## GOAL OF THE EXERCISE
Where the records hold the string "Williams", show the whole line it sits on.

==== MATERIAL FOR THE TASK ====

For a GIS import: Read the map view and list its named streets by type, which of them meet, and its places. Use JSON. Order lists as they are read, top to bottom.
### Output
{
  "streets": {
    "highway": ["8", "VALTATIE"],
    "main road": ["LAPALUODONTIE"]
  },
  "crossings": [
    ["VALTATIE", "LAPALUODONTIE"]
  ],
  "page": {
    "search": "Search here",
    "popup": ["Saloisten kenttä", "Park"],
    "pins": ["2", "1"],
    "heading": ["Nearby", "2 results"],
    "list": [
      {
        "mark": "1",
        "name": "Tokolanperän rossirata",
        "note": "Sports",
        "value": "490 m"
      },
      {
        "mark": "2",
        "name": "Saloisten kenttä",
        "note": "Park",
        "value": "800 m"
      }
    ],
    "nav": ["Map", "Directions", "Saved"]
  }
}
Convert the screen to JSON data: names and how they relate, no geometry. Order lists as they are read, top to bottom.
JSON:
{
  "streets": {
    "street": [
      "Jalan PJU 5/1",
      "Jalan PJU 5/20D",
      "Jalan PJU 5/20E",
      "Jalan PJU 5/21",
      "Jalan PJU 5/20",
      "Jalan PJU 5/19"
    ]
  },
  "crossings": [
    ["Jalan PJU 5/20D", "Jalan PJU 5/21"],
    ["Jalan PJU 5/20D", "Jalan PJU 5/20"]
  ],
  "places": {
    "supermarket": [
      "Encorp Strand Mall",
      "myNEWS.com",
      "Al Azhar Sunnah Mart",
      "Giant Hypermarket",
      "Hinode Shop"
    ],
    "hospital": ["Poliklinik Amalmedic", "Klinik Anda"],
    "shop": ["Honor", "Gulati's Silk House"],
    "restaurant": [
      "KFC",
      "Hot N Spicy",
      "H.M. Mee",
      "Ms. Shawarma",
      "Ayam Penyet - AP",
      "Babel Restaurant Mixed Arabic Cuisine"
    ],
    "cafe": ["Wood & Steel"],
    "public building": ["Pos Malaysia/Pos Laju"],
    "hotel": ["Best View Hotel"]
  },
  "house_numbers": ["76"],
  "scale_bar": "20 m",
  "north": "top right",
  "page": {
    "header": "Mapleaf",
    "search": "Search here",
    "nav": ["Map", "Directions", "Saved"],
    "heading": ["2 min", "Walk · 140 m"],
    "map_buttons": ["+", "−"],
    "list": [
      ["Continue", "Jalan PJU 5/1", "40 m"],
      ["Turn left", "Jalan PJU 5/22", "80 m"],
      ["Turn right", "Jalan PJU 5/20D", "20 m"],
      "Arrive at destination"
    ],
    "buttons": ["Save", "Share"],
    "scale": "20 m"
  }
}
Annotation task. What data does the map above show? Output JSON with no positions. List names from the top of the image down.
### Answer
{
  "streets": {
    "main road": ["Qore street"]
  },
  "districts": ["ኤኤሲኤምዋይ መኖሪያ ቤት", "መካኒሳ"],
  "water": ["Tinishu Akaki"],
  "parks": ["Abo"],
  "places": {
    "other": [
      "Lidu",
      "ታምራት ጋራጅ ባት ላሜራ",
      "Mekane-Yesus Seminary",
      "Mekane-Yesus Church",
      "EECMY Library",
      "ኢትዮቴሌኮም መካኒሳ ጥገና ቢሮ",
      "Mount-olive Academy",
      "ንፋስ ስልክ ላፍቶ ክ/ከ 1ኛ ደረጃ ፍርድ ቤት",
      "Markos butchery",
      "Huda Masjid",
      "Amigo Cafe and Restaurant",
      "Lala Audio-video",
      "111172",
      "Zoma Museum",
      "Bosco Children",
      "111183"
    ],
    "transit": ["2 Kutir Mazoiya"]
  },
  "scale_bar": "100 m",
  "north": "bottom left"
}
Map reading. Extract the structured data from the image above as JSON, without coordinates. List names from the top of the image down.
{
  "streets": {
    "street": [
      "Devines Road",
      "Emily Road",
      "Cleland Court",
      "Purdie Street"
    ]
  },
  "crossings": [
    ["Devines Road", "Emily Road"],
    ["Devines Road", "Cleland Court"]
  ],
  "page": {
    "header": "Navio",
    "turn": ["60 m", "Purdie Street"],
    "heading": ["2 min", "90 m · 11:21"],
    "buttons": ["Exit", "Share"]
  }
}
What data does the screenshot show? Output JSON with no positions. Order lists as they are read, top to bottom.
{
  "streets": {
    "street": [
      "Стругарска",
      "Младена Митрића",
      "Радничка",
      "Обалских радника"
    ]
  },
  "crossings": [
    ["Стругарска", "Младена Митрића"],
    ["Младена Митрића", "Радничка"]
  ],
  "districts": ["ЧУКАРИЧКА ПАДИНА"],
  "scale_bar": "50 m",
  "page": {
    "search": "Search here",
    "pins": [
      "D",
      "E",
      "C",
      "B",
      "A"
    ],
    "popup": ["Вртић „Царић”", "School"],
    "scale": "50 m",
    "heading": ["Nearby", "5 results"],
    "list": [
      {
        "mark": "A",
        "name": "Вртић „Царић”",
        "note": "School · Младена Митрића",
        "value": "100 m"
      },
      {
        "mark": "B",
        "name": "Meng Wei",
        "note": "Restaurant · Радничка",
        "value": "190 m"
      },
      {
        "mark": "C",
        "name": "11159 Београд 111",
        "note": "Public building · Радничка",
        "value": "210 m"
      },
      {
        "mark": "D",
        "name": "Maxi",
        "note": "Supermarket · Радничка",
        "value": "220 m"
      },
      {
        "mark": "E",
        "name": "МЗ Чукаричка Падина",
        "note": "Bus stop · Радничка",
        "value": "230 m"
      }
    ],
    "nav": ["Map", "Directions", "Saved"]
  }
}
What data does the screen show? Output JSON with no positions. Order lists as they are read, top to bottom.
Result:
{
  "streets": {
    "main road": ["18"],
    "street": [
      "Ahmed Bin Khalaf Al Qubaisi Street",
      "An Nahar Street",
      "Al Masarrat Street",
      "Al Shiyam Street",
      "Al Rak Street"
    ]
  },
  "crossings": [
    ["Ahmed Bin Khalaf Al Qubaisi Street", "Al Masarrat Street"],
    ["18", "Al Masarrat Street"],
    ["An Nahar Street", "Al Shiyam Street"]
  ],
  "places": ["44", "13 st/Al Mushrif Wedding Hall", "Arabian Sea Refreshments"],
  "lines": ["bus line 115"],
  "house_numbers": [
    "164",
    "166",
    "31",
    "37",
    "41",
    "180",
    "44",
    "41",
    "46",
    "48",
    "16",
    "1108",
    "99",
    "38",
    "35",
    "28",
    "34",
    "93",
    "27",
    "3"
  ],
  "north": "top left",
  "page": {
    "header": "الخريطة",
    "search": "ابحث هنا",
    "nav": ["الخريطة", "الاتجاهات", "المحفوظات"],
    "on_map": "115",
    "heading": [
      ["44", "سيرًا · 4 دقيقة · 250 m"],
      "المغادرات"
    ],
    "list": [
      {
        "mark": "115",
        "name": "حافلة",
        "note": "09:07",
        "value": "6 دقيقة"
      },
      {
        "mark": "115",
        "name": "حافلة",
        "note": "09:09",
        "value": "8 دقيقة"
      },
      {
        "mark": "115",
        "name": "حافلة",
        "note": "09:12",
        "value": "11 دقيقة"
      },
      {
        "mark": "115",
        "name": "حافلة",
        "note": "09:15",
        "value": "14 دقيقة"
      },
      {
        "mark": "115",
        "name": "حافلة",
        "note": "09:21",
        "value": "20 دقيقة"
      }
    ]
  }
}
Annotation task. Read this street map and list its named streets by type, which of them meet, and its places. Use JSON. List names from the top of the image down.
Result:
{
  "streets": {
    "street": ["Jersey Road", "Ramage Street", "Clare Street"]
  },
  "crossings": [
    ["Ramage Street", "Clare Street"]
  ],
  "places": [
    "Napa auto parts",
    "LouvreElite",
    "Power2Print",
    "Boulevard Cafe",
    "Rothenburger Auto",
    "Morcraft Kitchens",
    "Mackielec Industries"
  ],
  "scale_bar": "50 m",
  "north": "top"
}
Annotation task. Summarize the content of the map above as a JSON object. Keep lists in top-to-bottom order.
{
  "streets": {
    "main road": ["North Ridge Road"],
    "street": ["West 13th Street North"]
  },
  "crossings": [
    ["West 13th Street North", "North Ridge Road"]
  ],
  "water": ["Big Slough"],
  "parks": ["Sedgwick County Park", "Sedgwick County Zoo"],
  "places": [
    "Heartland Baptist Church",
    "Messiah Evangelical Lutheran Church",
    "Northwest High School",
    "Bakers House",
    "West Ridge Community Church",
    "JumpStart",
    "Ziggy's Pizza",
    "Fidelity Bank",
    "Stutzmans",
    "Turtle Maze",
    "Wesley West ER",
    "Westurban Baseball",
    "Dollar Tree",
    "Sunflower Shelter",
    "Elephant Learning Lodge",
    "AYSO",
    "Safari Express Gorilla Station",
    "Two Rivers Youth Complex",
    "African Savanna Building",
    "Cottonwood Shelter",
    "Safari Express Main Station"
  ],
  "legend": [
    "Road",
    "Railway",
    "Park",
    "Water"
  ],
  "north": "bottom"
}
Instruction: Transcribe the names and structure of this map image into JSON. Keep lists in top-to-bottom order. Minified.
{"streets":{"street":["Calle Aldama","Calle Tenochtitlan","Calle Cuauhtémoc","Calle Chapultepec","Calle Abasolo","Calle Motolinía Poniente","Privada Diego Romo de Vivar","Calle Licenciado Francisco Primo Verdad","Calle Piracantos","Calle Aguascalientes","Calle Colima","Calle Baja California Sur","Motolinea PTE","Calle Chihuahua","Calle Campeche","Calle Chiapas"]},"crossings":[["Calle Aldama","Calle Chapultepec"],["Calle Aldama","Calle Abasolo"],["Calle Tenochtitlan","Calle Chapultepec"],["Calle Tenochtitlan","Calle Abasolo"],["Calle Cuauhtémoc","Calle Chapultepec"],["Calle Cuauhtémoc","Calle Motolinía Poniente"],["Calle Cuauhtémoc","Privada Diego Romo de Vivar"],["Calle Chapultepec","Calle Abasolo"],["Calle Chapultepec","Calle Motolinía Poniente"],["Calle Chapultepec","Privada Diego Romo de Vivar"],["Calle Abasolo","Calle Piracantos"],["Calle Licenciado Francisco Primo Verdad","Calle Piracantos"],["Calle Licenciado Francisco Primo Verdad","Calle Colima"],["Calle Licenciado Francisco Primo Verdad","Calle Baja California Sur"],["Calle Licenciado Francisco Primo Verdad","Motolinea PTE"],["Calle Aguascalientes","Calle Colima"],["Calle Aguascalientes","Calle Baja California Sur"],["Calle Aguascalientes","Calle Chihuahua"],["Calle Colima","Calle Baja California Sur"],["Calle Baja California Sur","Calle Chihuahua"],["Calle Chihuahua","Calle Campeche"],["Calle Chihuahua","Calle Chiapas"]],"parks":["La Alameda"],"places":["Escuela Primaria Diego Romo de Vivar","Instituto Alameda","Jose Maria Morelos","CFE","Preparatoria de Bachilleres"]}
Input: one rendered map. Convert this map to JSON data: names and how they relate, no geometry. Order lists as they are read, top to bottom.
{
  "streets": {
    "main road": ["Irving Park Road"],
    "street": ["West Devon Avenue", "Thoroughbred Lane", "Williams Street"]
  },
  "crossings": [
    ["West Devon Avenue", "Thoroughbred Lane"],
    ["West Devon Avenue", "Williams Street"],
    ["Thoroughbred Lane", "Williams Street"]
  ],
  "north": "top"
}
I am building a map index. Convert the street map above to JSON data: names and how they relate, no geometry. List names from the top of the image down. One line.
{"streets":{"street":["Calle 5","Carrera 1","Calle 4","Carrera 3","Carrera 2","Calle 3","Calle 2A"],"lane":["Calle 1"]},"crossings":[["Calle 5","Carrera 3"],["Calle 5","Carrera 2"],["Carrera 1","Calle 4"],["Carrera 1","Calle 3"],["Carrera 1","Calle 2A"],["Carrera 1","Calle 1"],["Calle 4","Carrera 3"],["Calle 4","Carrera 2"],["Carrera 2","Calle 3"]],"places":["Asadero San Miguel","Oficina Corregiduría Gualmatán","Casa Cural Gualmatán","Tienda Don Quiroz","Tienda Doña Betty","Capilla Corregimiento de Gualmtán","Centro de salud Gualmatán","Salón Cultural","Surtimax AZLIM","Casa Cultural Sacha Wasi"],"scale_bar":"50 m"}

====

## EXPECTED ANSWER
    "street": ["West Devon Avenue", "Thoroughbred Lane", "Williams Street"]
    ["West Devon Avenue", "Williams Street"],
    ["Thoroughbred Lane", "Williams Street"]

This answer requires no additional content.